東京で仕事を探すべく職安へ行くと「一番多い求人はパーマ屋さん」と言われ、住み込みで働ける足立区の美容室に就職し、働きながら美容学校に通った。最初の2年間は、経営者のお子さんを保育園に送り迎えし、家の掃除、買い物などの雑務をした。美容の仕事は「見て覚えろ」の方針で、徐々に仕事をさせてもらいながら10年ちょっと勤めた。その後、山野愛子さんの息子さんが立ち上げた美容室で2 ~3年働き、次は西新宿の歌舞伎町にほど近い美容室の店長を任された。有名人や水商売の女性が毎日のように来店し、2~3人のスタッフと共に毎日忙しく仕事していた。土地柄もあり大抵は“つけ払い”だったため、何度も自宅を訪ねてお金を回収するのも大切な仕事だった。それでお金が貰えればいい方で、常連が急に来なくなって逃げられたり、信頼していた若い女性スタッフがレジからお金を盗んで消えたりと散々だった。社長から「管理が悪い」と言われ、半分はポケットマネーで弁済した。
30代半ばで結婚し、結婚を機に美容師の仕事は辞めた。お姑さんと一緒に生活するようになり、すぐに長男を授かるが、夫は大変なマザコンで何でも姑の言うことを信じて疑わなかった。姑がテレビショッピングで次から次と品物を買い、支払いは全部私。夫に相談しても「何も楽しみがないのだから、そのぐらいは我慢しろ」と。玄関のカギもしょっちゅう失くし、何度も取り換えた。これが認知症の始まりで、その後“物盗ら妄想” が酷くなっていった。姑は近くの交番に何度も駆け込み、衣類から鉢植えまで何度となく被害を訴えるようになった。タンスの中に大きな字で「ドロボー、持っていくな!」と書かれていた。最初は近所の方への被害妄想から、次第に私が盗った事になっていった。「物がなくなった。盗ったのは、あんただ!」と言われ、姑とは離れて住むようになった。姑は一人で生活できる訳でもなく、夫も面倒は見ない。仕方なく息子に言い聞かせて食事を運ばせるようになり、しまいには姑と一緒に住まわせて小学校へ通わせた。息子からは何度となく電話で泣かれ、窘める日々。姑が入院すると、夫は私に毎日見舞いへ行くように言い、意見するも聞き入れる事は無かった。仕方なく息子に調理を一通り教え、息子に娘の子守も任せて病院へ通った。正月が迫るころ、姑を“一時帰宅させたい” とまた夫が言い出し、姑を正月の2泊3日自宅に戻した。その間も夫は遊びに出掛け、息子や娘と共に何とか世話をした。姑が病院で息を引き取ると、息子は「お母さん、もう離婚してもいいよ」と言ってくれ、踏ん切りがついた。こうして40代前半に家庭を犠牲にした8年間の結婚と介護の生活に幕を下ろした。夫から逃げるように夜逃げ同然で引っ越し、滑り込みで何んとか都営住宅へ入居できるよう奔走した。数年前に両親からの仕送りを貯めて買った代々木駅前のマンションも、都営入居のために権利を放棄した。
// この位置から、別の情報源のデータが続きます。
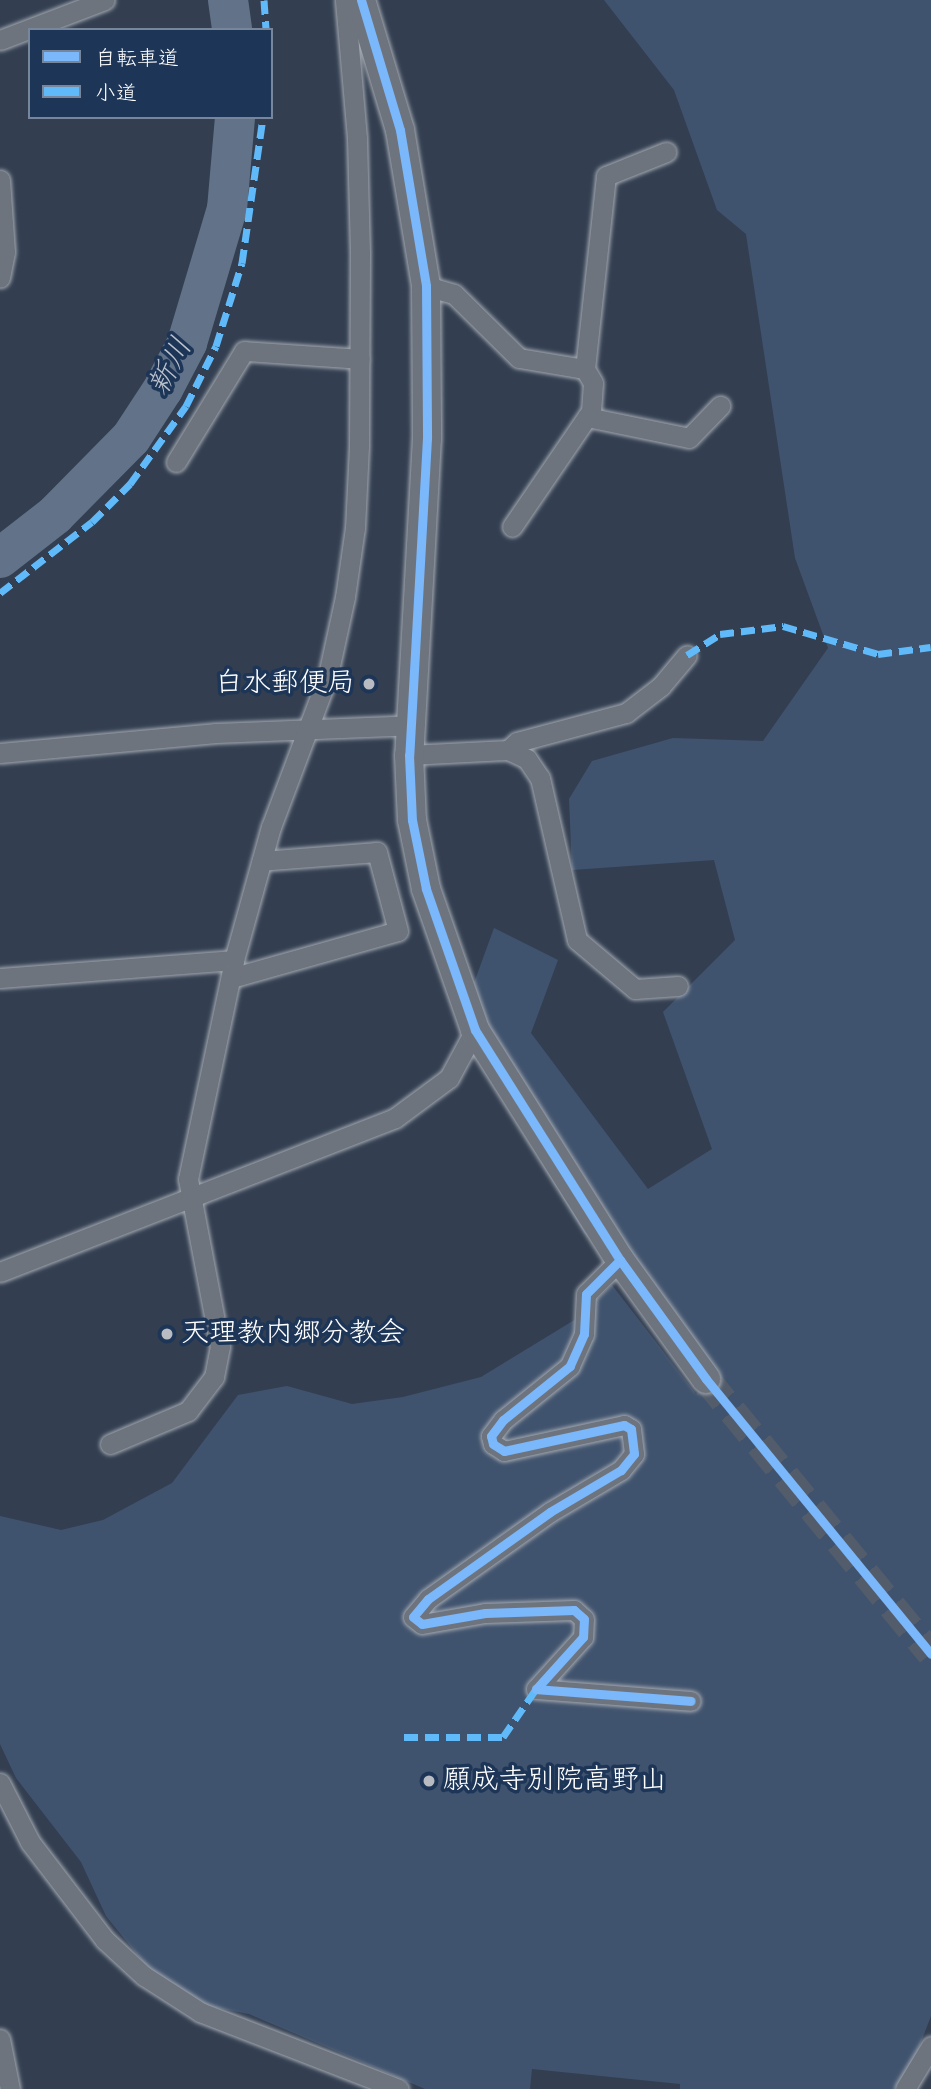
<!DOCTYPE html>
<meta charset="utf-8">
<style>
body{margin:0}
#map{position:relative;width:931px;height:2089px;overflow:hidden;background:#333f51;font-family:Mynerve,"Klee One",sans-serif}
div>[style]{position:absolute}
.green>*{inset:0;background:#40536e}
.river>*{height:40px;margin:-20px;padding:0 20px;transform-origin:20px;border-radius:20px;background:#627389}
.secondary-tunnel>*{height:28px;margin-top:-14px;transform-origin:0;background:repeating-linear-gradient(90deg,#525c6b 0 28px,transparent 0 42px)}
.roads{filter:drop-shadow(0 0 2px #a3a9b1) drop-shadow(0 0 2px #a3a9b1)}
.street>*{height:19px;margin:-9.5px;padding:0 9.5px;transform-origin:9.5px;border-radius:9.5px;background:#6e747e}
.secondary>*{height:28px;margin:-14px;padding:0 14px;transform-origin:14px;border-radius:14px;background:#6e747e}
.quiet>*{height:7px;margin-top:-3.5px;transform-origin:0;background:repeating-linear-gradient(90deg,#60bafa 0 14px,transparent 0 21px)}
.cycleway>*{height:9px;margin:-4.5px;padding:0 4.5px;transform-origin:4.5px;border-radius:4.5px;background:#7ab7fb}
.dots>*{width:19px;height:19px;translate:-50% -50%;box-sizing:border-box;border:4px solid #1d3557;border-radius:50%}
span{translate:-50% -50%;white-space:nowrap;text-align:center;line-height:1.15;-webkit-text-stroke:7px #1d3557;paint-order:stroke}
.poi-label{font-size:28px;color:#fff}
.right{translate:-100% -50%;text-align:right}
.left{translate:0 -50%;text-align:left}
.water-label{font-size:30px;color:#bbc2cc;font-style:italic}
.legend{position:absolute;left:28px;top:28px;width:245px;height:91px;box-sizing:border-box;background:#1d3557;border:2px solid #77869a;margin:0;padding:9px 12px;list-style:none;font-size:21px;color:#fff}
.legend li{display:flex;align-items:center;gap:14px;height:35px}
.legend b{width:35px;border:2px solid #77869a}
</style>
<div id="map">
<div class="green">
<i style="clip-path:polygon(604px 0,931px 0,931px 2016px,911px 2068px,894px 2089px,680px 2089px,680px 2084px,532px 2069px,530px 2089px,425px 2089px,249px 2014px,206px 2006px,153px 1974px,106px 1916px,81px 1862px,16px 1778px,0 1744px,0 1516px,61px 1530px,103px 1520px,172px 1483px,238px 1395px,287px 1386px,352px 1404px,403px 1397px,481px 1377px,576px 1319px,612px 1285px,696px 1394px,717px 1371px,584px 1233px,486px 1070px,474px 983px,494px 928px,558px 960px,531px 1033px,648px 1189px,712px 1149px,663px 1012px,735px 940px,714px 860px,572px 870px,569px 799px,592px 761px,673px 738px,763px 741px,828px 648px,795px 558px,746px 234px,717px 210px,674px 90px)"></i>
</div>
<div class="river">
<i style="left:228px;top:0;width:30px;rotate:82deg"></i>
<i style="left:0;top:558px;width:70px;rotate:-38deg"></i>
<i style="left:55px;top:515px;width:108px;rotate:-45.4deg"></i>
<i style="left:131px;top:438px;width:59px;rotate:-56.9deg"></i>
<i style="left:163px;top:389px;width:52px;rotate:-62.4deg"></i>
<i style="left:187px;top:343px;width:140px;rotate:-73.4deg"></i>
<i style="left:227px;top:209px;width:92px;rotate:-85deg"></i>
</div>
<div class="secondary-tunnel">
<i style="left:706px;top:1379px;width:355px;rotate:50.7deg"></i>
</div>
<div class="roads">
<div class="street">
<i style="left:0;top:40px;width:112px;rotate:-20.9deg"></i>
<i style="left:0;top:180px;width:72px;rotate:86deg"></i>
<i style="left:5px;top:252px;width:26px;rotate:101deg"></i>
<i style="left:426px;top:286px;width:29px;rotate:16deg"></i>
<i style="left:454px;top:294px;width:91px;rotate:44.6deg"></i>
<i style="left:519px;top:358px;width:67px;rotate:9.5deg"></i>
<i style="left:585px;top:369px;width:16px;rotate:60deg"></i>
<i style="left:593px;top:383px;width:28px;rotate:94deg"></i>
<i style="left:591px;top:411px;width:140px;rotate:124.3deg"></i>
<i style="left:585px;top:369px;width:194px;rotate:-83.8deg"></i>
<i style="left:606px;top:176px;width:65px;rotate:-21.8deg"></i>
<i style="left:587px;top:417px;width:104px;rotate:11.6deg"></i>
<i style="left:689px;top:438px;width:45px;rotate:-45.9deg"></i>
<i style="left:176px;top:462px;width:130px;rotate:-58.5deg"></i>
<i style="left:244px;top:351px;width:116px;rotate:3.9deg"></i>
<i style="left:508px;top:750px;width:12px;rotate:-42deg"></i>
<i style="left:517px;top:742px;width:113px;rotate:-14.9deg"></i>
<i style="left:626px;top:713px;width:44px;rotate:-37.6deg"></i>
<i style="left:661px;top:686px;width:40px;rotate:-50deg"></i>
<i style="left:0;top:753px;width:217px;rotate:-5.3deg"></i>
<i style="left:216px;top:733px;width:195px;rotate:-2.3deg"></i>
<i style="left:409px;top:755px;width:99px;rotate:-2.9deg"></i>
<i style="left:508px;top:750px;width:21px;rotate:25deg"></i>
<i style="left:527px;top:759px;width:23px;rotate:56deg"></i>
<i style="left:540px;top:778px;width:166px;rotate:77.1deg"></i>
<i style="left:577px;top:940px;width:76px;rotate:40.2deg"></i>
<i style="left:635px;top:989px;width:43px;rotate:-4deg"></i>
<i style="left:0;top:978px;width:235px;rotate:-4.4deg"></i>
<i style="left:231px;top:978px;width:173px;rotate:-15.7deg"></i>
<i style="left:398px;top:931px;width:82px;rotate:-104.9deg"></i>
<i style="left:377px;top:852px;width:116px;rotate:175.6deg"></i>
<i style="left:620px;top:1260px;width:48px;rotate:135deg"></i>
<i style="left:586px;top:1294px;width:40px;rotate:92.9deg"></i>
<i style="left:584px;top:1334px;width:35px;rotate:114deg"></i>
<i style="left:570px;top:1366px;width:86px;rotate:141.1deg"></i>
<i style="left:503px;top:1420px;width:20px;rotate:127deg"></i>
<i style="left:491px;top:1436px;width:8px;rotate:76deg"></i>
<i style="left:493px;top:1444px;width:13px;rotate:32deg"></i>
<i style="left:504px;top:1451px;width:123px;rotate:-12.2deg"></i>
<i style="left:624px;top:1425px;width:8px;rotate:30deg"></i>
<i style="left:631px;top:1429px;width:25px;rotate:83deg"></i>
<i style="left:634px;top:1454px;width:21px;rotate:129deg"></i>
<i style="left:621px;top:1470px;width:82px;rotate:149.4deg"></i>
<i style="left:550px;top:1512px;width:150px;rotate:144.5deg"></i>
<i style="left:428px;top:1599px;width:23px;rotate:130deg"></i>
<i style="left:413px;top:1617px;width:11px;rotate:38deg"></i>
<i style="left:422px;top:1624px;width:64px;rotate:-9.9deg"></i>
<i style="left:485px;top:1613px;width:89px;rotate:-1.9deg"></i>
<i style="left:574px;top:1610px;width:13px;rotate:42deg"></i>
<i style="left:584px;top:1619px;width:18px;rotate:93deg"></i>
<i style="left:583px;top:1637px;width:70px;rotate:132.1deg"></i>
<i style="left:536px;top:1689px;width:155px;rotate:4.4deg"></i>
<i style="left:0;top:1272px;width:424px;rotate:-21.3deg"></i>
<i style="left:395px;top:1118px;width:67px;rotate:-36.5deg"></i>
<i style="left:449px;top:1078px;width:55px;rotate:-61.6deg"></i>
<i style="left:110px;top:1444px;width:85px;rotate:-22.9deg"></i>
<i style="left:188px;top:1411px;width:43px;rotate:-52.6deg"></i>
<i style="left:214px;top:1377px;width:31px;rotate:-79deg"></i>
<i style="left:220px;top:1347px;width:171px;rotate:-100.8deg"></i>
<i style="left:188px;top:1179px;width:224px;rotate:-78.1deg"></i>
<i style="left:234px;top:960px;width:138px;rotate:-74.5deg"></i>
<i style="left:271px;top:827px;width:162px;rotate:-69.4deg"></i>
<i style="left:328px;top:675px;width:80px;rotate:-77.7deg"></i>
<i style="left:345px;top:597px;width:70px;rotate:-81.8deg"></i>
<i style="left:355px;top:528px;width:82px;rotate:-87.2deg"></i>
<i style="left:359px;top:446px;width:193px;rotate:-89.7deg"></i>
<i style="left:360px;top:253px;width:115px;rotate:-91.5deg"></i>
<i style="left:357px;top:138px;width:139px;rotate:-95deg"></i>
<i style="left:0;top:1783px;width:66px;rotate:63deg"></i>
<i style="left:30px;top:1842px;width:123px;rotate:52.6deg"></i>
<i style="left:105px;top:1940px;width:53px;rotate:42.7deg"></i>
<i style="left:144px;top:1976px;width:67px;rotate:32.7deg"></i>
<i style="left:200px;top:2012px;width:213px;rotate:21.2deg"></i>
<i style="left:0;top:2039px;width:51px;rotate:78.7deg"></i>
<i style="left:905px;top:2089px;width:50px;rotate:-58.8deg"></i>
</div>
<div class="secondary">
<i style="left:361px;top:0;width:136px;rotate:73.3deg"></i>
<i style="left:400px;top:130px;width:158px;rotate:80.5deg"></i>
<i style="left:426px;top:286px;width:152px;rotate:89.6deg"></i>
<i style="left:427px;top:438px;width:318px;rotate:93.2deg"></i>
<i style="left:409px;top:755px;width:65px;rotate:87.4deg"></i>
<i style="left:412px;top:820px;width:70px;rotate:78.5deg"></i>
<i style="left:426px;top:889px;width:149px;rotate:70.8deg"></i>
<i style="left:475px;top:1030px;width:272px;rotate:57.8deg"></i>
<i style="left:620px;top:1260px;width:147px;rotate:54.1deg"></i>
</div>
</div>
<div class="quiet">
<i style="left:264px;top:0;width:30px;rotate:86deg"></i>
<i style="left:0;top:593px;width:116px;rotate:-37.7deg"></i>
<i style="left:92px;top:522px;width:54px;rotate:-45deg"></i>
<i style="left:130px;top:484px;width:96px;rotate:-54.3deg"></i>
<i style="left:186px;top:406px;width:67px;rotate:-63.4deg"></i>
<i style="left:216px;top:346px;width:87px;rotate:-72.6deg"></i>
<i style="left:242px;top:263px;width:148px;rotate:-81.8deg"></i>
<i style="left:687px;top:655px;width:39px;rotate:-32deg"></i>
<i style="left:720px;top:634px;width:64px;rotate:-7.2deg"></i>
<i style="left:783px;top:626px;width:99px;rotate:16.4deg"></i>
<i style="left:878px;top:654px;width:53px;rotate:-7.5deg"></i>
<i style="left:404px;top:1737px;width:99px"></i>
<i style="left:503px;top:1737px;width:58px;rotate:-55.5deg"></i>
</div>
<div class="cycleway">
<i style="left:361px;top:0;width:136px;rotate:73.3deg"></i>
<i style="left:400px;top:130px;width:158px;rotate:80.5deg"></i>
<i style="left:426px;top:286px;width:152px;rotate:89.6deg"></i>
<i style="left:427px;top:438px;width:318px;rotate:93.2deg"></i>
<i style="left:409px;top:755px;width:65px;rotate:87.4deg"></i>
<i style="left:412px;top:820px;width:70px;rotate:78.5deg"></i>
<i style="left:426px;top:889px;width:149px;rotate:70.8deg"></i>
<i style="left:475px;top:1030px;width:272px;rotate:57.8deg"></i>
<i style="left:620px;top:1260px;width:147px;rotate:54.1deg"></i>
<i style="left:706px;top:1379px;width:355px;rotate:50.7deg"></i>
<i style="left:620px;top:1260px;width:48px;rotate:135deg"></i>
<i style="left:586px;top:1294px;width:40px;rotate:92.9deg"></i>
<i style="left:584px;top:1334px;width:35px;rotate:114deg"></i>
<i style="left:570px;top:1366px;width:86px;rotate:141.1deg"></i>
<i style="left:503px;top:1420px;width:20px;rotate:127deg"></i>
<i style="left:491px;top:1436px;width:8px;rotate:76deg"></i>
<i style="left:493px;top:1444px;width:13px;rotate:32deg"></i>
<i style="left:504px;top:1451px;width:123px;rotate:-12.2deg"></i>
<i style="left:624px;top:1425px;width:8px;rotate:30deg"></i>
<i style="left:631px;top:1429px;width:25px;rotate:83deg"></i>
<i style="left:634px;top:1454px;width:21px;rotate:129deg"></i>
<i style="left:621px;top:1470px;width:82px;rotate:149.4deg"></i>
<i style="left:550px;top:1512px;width:150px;rotate:144.5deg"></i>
<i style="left:428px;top:1599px;width:23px;rotate:130deg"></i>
<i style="left:413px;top:1617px;width:11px;rotate:38deg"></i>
<i style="left:422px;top:1624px;width:64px;rotate:-9.9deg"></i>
<i style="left:485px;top:1613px;width:89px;rotate:-1.9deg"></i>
<i style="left:574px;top:1610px;width:13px;rotate:42deg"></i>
<i style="left:584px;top:1619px;width:18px;rotate:93deg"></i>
<i style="left:583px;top:1637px;width:70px;rotate:132.1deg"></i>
<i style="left:536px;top:1689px;width:155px;rotate:4.4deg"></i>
</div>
<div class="dots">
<i style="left:369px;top:684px;background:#b8bcc2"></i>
<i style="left:167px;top:1334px;background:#b8bcc2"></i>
<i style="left:429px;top:1781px;background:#b8bcc2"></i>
</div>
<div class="poi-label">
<span class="right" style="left:355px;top:684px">白水郵便局</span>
<span class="left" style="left:181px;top:1334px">天理教内郷分教会</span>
<span class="left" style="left:443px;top:1781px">願成寺別院高野山</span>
</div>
<div class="water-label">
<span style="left:171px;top:367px;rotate:-63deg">新川</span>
</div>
<ul class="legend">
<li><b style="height:9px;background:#7ab7fb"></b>自転車道</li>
<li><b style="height:9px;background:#60bafa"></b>小道</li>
</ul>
</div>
永山の都営住宅で母子3人での生活が始まり、仕事は介護士として高尾の精神病院に勤めるようになった。仕事仲間は若い人が多くそれなりに楽しかったが、看護師さんは私たちを顎で使った。看護師さんは手が空いているのに「やっておいて」と指示だけ出してあまり働かず、それでいて給料は私達よりうんと良かった。そんな看護師の姿を見て、介護士仲間の一人から「一緒に看護資格を取らない?」と誘われた。しかし、私はもう50歳を過ぎていた。どう考えてもついていけないと思い、今さら入学試験を受ける気にはならなかった。翌年、仲間の介護士が看護学校の入学願書を持ってきてくれた。考えた末、通学圏内の6校全部受験することにした。受験料は1校1万円。過去問を解こうにも何も解らないため、塾に通う事にした。仕事帰りに寄れる西八王子の塾3校に出向き、入塾させてもらえないか頼み込んでみたところ、2校はその場で断られたが、1校は数日後にOKを出してくれた。こうして職場帰りの1時間半、小中学生が通う塾に半年通った。最初子供たちはびっくりしていたが、勉強を教えてくれる仲になり、40年の歳の差を乗り越えて友情が生まれた。